Al doblar el recodo de una curva cualquiera indicada por el artilugio de navegación vía satélite, se entra en una carretera secundaria que conduce a la frontera. O sea: a LA FRONTERA. La que separa Hungría de Ucrania. Aquella por la que dejaremos la Unión Europea a nuestras espaldas.
La mujer joven que viaja conmigo y yo somos más o menos de la misma edad y, por lo tanto, fuimos críos en el siglo pasado y conocimos la desgracia (y el engorro) de un mundo dividido en bloques.
Discurre la conversación sobre lo que, para nosotros, supuso la separación.
Para mí, la incapacidad total de poder situar en un mapa la ensaladilla de repúblicas que, en los noventa, se desgajaron de esa gran mancha verde que, en los mapas de mi libro de texto, era la Unión Soviética; también, por qué no reconocerlo (y volveré más tarde a ello) una cierta nostalgia -totalmente injustificada- por los signos exteriores de aquella división y del totalitarismo atroz que la engendró.
Lo de escuchar en los correctos servicios informativos de Televisión Española lo de “según fuentes de la Agencia Tass” o lo e “según informa el diario Pravda…”, nostalgia de los desfiles de la Plaza Roja, del insoportable aburrimiento de los ballets rusos -gran escuela de paciencia para seres humanos de todas las edades-, nostalgia del osito Misha, la mascota de los juegos olímpicos de Moscú.
Para la mujer joven, la separación supuso una gran laguna en sus conocimientos de la Historia de Europa en general, porque ya se sabe que la mejor manera de tener controlados a los habitantes de un país es hurtarles información (o los medios para conseguirla de manera fiable) y tener bajo un control férreo la educación de los niños. Lo que, modernamente, se llama “mantener el control sobre el relato”. Mientras llegamos, por un camino de cabras, a la frontera entre Hungría y Ucrania, la mujer joven me cuenta que su abuelo, que fue director de un instituto de segunda enseñanza y de cuya biografía, más tarde, el lector tendrá la oportunidad de conocer más detalles, aprovechaba las noches vírgenes de micrófonos y miradas indiscretas para explicarles a la mujer joven y a su primo (al que también el lector conocerá más tarde) “la verdad” sobre la historia de Ucrania. O, por lo menos, una verdad diferente de la verdad oficial soviética. Una operación bastante arriesgada que a muchos les costó la muerte.
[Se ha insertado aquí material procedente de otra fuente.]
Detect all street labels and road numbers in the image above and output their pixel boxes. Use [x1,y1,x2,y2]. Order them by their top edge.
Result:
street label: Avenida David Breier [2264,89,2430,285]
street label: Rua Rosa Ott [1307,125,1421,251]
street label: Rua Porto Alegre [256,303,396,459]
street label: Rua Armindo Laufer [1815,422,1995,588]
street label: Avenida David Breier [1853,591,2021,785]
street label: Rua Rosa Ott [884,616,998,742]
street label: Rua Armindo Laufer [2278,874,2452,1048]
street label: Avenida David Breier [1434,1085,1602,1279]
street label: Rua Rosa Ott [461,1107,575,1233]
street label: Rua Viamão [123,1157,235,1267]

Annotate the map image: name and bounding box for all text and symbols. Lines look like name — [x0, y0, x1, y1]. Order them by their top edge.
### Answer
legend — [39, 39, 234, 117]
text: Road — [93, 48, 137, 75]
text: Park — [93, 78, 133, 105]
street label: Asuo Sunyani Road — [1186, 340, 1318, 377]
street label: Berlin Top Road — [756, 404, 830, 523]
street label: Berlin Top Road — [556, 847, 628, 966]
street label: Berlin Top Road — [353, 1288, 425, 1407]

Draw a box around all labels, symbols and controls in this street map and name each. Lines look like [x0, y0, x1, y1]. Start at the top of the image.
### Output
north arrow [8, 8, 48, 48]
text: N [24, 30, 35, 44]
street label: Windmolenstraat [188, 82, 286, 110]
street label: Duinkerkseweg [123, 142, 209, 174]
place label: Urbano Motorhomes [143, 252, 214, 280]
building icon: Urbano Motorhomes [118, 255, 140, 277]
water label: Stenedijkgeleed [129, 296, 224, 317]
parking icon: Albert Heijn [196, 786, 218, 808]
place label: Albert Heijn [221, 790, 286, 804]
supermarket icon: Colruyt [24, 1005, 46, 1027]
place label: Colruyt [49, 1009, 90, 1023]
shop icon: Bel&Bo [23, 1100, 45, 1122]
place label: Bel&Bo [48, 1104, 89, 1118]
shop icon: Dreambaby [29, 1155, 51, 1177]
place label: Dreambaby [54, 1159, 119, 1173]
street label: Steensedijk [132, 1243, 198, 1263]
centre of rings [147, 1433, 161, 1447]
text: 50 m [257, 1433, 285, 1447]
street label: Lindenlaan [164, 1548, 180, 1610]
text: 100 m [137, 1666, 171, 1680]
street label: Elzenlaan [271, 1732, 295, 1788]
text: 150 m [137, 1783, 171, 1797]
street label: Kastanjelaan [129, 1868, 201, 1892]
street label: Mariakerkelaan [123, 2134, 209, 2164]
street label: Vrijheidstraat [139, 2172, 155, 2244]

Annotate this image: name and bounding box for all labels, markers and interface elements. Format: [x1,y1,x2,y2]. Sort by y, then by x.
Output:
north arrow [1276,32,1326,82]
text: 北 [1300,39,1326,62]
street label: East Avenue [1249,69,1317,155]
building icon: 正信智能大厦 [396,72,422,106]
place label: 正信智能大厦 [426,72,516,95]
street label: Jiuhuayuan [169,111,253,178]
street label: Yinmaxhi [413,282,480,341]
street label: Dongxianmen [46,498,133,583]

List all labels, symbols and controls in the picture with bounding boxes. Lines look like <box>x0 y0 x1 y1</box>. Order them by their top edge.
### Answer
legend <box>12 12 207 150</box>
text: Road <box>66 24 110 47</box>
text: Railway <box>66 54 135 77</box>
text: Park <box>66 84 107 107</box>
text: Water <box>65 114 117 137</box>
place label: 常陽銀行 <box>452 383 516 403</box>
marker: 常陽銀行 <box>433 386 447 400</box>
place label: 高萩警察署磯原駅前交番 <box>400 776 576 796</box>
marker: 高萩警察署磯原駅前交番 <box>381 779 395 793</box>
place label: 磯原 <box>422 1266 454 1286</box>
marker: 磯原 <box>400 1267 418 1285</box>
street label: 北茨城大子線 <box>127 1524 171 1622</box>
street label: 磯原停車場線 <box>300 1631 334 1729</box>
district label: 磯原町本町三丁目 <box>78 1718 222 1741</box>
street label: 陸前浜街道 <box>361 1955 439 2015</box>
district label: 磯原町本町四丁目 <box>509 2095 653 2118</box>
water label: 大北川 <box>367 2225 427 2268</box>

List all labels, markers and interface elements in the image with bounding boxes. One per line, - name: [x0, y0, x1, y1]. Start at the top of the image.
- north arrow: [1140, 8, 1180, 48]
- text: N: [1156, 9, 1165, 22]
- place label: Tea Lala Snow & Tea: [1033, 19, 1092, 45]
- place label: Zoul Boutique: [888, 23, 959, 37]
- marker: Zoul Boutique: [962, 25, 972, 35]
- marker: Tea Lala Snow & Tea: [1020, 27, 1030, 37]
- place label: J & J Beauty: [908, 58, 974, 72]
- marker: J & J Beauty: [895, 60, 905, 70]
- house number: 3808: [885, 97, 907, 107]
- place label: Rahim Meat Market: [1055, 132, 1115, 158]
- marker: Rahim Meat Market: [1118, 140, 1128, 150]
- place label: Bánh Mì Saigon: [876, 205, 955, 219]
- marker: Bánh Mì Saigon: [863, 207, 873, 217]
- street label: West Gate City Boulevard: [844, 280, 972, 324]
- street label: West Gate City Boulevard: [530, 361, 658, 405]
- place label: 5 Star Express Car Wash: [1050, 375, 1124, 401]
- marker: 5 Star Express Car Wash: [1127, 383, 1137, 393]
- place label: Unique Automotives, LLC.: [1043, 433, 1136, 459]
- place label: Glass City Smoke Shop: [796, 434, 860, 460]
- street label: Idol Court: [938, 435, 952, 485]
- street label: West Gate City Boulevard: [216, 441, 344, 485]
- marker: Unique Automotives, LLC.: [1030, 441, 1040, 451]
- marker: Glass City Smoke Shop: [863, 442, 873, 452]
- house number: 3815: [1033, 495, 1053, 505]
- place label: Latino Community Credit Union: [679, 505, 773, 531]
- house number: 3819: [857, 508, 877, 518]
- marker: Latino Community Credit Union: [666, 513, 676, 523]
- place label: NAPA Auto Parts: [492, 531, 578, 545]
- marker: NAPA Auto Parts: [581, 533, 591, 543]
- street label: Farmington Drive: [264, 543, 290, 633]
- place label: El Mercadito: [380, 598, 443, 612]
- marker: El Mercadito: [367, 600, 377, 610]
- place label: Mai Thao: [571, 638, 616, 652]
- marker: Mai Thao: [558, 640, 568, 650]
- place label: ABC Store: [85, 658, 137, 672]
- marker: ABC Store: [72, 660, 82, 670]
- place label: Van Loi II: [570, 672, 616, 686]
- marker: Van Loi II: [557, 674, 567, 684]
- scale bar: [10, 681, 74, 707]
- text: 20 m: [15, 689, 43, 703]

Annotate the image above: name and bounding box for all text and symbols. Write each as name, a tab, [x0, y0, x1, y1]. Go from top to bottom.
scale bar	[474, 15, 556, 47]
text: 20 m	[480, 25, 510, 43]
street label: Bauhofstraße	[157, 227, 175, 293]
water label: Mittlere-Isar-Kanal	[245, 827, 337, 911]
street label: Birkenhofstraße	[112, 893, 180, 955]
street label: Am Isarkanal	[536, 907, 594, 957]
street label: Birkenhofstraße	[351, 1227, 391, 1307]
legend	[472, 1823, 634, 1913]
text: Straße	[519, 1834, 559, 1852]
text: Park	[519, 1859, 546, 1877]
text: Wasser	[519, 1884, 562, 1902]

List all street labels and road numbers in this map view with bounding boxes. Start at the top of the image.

Esta versión “verdadera” de la historia de Ucrania sobrevivió al comunismo y, lo mismo que la religión, también clandestina y prohibida durante el funesto reinado de los zares rojos, salió de las catacumbas y cobró un nuevo auge cuando cayó el muro de Berlín y nació la República de Ucrania (precisamente hace un cuarto de siglo).
La religión…Ucrania es un país pobre pero cada aldehuela, por mísera que sea, cuenta con una flamante iglesia ortodoxa, con sus cúpulas de latón bruñido, que relucen al inclemente sol continental.
(2024: en muchos países de la antigua órbita comunista, como Polonia -especialmente la zona que no estuvo bajo el poder de Prusia, Hungría, Chequia o Eslovaquia, se ha producido un proceso curioso: la religión, católica u ortodoxa, según los casos, ha adoptado el mismo rol ultraconservador y, a ratos, totalitario, de la antigua religión estatal que pretendía unir a los proletarios del mundo. La religión se ha hecho política, dinamitando en muchos casos la separación entre la religión y el Estado que fue la garantía de progreso, guardiana del antiguo orden y ferozmente represora, especialmente en lo tocante a las libertades personales; esto ha hecho que se produzcan pulsos entre la Europa rica (occidental) y la Europa pobre (oriental) que, para esto, es lo mismo que decir, respectivamente, entre la Europa laica y la Europa religiosa).